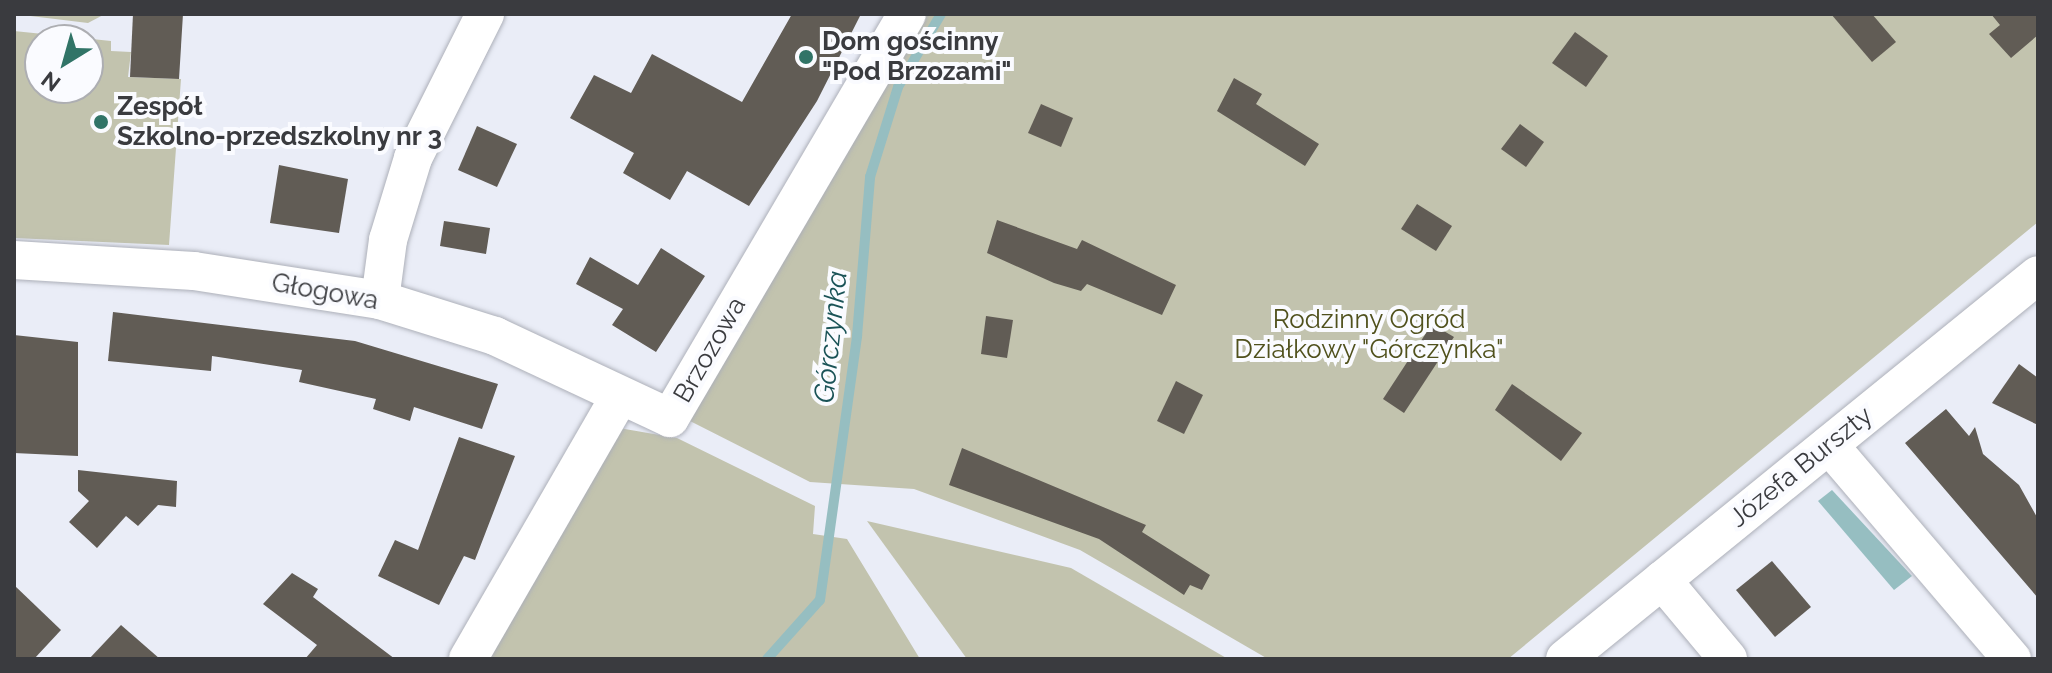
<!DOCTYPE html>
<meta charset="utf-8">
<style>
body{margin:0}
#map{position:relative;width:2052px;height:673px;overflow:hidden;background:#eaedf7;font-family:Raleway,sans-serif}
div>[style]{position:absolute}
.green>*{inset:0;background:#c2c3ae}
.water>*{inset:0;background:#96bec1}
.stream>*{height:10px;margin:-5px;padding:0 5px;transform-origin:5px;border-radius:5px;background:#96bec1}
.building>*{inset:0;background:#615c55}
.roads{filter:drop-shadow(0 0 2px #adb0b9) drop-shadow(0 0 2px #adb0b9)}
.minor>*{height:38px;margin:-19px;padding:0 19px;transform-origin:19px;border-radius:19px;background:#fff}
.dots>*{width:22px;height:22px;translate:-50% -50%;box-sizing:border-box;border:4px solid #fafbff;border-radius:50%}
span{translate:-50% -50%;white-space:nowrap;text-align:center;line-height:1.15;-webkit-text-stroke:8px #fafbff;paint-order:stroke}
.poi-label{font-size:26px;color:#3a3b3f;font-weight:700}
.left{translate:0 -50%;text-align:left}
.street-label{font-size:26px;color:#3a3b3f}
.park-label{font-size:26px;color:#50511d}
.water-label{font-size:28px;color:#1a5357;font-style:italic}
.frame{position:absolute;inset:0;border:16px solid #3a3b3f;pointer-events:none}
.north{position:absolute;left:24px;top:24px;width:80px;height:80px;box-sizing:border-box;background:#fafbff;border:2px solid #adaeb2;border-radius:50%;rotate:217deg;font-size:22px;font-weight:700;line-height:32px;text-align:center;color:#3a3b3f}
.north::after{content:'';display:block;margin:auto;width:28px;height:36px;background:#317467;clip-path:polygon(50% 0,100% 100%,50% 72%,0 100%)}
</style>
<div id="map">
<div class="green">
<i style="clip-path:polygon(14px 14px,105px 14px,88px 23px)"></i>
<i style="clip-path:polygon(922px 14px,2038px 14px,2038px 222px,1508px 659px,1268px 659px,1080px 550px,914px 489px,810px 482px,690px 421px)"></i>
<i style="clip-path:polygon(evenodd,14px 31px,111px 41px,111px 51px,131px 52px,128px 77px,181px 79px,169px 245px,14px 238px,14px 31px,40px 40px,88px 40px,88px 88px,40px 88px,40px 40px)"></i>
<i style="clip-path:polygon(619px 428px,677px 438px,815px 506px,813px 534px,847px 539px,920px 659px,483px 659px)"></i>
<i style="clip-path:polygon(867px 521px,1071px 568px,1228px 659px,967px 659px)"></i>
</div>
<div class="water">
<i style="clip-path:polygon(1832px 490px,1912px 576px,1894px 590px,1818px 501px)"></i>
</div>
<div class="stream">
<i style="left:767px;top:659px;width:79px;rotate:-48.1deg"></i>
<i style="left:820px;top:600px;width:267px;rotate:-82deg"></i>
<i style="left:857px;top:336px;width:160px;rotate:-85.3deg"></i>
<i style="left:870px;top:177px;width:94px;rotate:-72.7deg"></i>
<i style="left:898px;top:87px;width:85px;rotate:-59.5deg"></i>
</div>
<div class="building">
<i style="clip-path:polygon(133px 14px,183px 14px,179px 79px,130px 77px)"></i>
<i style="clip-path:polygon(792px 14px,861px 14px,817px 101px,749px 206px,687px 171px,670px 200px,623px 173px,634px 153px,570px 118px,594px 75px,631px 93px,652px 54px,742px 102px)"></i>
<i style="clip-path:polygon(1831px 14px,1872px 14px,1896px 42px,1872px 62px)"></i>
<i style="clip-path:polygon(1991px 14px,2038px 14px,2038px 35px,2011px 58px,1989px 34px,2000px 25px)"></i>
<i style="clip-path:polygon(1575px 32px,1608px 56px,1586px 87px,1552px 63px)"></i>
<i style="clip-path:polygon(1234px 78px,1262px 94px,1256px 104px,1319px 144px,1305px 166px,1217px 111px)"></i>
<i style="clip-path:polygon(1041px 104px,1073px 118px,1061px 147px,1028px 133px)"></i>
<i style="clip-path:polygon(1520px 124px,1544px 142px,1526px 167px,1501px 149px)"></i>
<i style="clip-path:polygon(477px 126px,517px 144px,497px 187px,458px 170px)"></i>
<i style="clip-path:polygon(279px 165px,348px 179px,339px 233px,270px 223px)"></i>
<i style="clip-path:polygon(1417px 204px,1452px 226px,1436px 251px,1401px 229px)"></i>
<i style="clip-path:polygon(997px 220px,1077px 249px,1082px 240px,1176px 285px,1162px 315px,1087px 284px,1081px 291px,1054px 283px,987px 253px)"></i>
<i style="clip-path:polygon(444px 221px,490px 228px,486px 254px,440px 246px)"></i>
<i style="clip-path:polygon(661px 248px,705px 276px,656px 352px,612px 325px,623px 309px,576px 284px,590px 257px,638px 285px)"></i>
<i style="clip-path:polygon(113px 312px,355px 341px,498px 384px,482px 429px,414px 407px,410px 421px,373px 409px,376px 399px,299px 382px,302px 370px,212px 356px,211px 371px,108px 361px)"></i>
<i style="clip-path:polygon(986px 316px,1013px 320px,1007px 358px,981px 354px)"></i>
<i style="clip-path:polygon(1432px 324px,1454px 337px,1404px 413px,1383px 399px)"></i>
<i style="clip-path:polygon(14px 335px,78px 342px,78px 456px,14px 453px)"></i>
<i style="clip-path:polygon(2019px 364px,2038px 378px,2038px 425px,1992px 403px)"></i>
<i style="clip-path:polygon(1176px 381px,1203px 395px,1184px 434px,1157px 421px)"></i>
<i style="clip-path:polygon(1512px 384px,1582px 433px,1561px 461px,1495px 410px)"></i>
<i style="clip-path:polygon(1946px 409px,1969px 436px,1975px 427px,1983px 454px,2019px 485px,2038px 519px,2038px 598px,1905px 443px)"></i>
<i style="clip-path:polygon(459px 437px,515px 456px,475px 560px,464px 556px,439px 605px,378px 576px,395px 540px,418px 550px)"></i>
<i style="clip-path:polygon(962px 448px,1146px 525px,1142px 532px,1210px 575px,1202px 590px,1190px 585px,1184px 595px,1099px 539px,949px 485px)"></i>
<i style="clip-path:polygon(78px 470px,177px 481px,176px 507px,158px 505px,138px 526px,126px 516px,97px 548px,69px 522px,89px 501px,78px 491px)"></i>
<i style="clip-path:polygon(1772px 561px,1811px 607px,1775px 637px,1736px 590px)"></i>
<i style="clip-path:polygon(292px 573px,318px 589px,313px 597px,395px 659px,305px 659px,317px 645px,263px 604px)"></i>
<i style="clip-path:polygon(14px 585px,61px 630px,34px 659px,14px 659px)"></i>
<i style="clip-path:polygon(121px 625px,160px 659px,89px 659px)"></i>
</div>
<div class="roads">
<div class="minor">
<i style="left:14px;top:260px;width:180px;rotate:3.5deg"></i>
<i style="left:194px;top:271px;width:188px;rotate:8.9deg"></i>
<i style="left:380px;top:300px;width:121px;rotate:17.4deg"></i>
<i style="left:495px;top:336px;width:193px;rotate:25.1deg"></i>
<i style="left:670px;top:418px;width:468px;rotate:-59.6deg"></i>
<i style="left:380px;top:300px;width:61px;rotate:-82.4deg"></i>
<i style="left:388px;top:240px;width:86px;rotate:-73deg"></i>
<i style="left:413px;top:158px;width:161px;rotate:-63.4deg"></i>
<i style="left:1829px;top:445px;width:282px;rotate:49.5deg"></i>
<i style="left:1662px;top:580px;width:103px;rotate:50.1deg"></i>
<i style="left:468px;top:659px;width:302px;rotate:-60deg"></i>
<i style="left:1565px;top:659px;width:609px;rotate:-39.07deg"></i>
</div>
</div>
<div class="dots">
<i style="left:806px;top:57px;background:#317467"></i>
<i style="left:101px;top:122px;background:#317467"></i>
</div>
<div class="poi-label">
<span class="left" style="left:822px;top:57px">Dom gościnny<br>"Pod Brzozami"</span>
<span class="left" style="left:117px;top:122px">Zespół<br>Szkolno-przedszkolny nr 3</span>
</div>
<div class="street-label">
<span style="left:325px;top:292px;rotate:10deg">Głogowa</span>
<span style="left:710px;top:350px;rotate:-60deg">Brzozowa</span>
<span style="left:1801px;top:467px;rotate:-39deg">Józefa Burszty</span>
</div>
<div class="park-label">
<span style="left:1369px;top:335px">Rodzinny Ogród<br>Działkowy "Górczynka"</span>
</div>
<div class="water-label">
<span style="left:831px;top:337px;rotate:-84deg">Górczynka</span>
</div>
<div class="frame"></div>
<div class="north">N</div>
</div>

+ + + + + + +

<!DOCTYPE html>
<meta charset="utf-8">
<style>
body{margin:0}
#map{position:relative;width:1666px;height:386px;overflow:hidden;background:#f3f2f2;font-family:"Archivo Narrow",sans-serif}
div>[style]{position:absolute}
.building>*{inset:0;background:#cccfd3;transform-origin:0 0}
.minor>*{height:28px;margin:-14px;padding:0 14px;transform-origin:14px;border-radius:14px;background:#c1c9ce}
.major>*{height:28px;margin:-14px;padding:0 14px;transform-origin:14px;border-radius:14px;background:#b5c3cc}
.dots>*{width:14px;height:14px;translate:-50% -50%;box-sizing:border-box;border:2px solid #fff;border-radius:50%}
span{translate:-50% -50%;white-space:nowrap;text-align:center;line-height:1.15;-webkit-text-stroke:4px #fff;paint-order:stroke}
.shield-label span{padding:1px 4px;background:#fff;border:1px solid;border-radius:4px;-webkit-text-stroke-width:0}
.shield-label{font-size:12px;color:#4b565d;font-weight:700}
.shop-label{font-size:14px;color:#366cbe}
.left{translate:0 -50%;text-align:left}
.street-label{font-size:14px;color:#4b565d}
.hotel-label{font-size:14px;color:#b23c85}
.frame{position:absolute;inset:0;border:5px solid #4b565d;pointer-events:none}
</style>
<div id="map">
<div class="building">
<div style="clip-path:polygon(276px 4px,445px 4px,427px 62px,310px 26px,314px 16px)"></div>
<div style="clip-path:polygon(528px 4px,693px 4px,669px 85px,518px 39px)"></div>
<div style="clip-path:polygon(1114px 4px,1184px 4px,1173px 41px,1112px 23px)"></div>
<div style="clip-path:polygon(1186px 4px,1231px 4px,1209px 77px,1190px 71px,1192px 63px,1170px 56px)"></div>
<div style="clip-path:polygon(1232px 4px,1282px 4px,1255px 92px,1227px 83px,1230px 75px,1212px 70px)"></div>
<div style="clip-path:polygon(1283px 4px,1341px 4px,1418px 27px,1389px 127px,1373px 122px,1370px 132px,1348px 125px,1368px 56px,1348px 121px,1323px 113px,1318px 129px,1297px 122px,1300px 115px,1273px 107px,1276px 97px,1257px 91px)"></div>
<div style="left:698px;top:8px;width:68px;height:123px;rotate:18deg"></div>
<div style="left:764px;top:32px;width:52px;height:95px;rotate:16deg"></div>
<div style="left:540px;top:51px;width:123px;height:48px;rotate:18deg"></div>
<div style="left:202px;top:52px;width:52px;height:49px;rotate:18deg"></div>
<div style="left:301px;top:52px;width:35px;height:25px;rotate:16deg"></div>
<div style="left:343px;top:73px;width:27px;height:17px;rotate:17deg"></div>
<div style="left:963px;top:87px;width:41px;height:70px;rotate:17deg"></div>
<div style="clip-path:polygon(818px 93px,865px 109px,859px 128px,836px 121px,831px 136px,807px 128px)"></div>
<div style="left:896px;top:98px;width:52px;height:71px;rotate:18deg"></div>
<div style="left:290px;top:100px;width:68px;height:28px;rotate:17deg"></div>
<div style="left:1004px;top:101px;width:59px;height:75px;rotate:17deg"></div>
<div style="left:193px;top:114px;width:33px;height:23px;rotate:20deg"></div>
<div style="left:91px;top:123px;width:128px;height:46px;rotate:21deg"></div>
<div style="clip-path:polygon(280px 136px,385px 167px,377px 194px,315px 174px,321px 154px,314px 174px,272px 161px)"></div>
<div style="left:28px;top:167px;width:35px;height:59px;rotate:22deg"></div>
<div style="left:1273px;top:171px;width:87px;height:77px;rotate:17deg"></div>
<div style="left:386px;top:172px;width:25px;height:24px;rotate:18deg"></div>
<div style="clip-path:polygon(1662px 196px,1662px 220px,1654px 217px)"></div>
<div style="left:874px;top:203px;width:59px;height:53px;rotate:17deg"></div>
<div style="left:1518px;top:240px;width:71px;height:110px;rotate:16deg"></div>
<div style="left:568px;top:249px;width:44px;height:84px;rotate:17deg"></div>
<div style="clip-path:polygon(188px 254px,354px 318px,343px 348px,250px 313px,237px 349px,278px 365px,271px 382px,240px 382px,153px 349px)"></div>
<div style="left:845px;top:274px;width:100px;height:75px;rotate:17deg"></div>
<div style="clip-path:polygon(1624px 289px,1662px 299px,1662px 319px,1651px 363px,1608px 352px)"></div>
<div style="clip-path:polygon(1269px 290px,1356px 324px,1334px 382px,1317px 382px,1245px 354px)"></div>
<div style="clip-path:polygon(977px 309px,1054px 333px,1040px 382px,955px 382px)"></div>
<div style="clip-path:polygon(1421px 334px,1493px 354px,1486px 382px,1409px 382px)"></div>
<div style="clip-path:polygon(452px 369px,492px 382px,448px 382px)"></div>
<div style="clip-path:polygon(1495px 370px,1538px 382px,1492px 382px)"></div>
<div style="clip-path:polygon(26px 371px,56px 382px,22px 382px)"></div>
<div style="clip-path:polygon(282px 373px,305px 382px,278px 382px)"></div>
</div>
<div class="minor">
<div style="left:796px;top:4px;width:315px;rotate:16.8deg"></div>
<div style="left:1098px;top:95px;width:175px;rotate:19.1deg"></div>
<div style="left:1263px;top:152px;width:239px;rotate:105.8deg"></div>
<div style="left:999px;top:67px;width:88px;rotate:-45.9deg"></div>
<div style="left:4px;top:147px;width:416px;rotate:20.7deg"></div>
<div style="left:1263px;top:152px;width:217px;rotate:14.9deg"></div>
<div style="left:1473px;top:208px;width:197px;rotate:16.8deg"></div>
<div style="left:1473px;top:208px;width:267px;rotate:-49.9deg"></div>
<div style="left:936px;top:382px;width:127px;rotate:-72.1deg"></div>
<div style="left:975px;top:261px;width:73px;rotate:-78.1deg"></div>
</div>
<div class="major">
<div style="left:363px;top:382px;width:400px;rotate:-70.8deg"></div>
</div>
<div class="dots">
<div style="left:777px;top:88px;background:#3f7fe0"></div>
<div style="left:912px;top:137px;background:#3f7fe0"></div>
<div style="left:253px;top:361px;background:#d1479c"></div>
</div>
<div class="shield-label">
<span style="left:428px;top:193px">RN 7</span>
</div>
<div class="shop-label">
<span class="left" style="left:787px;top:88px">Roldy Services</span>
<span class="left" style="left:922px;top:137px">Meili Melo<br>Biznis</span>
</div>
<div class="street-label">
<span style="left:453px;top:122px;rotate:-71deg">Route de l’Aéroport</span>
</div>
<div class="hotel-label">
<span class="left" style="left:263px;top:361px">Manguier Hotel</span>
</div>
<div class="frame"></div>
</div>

+ + + + + + +

Each line of the data that holds "stream" should be copied.

■ **ANSWER TO THIS TASK**
.stream>*{height:10px;margin:-5px;padding:0 5px;transform-origin:5px;border-radius:5px;background:#96bec1}
<div class="stream">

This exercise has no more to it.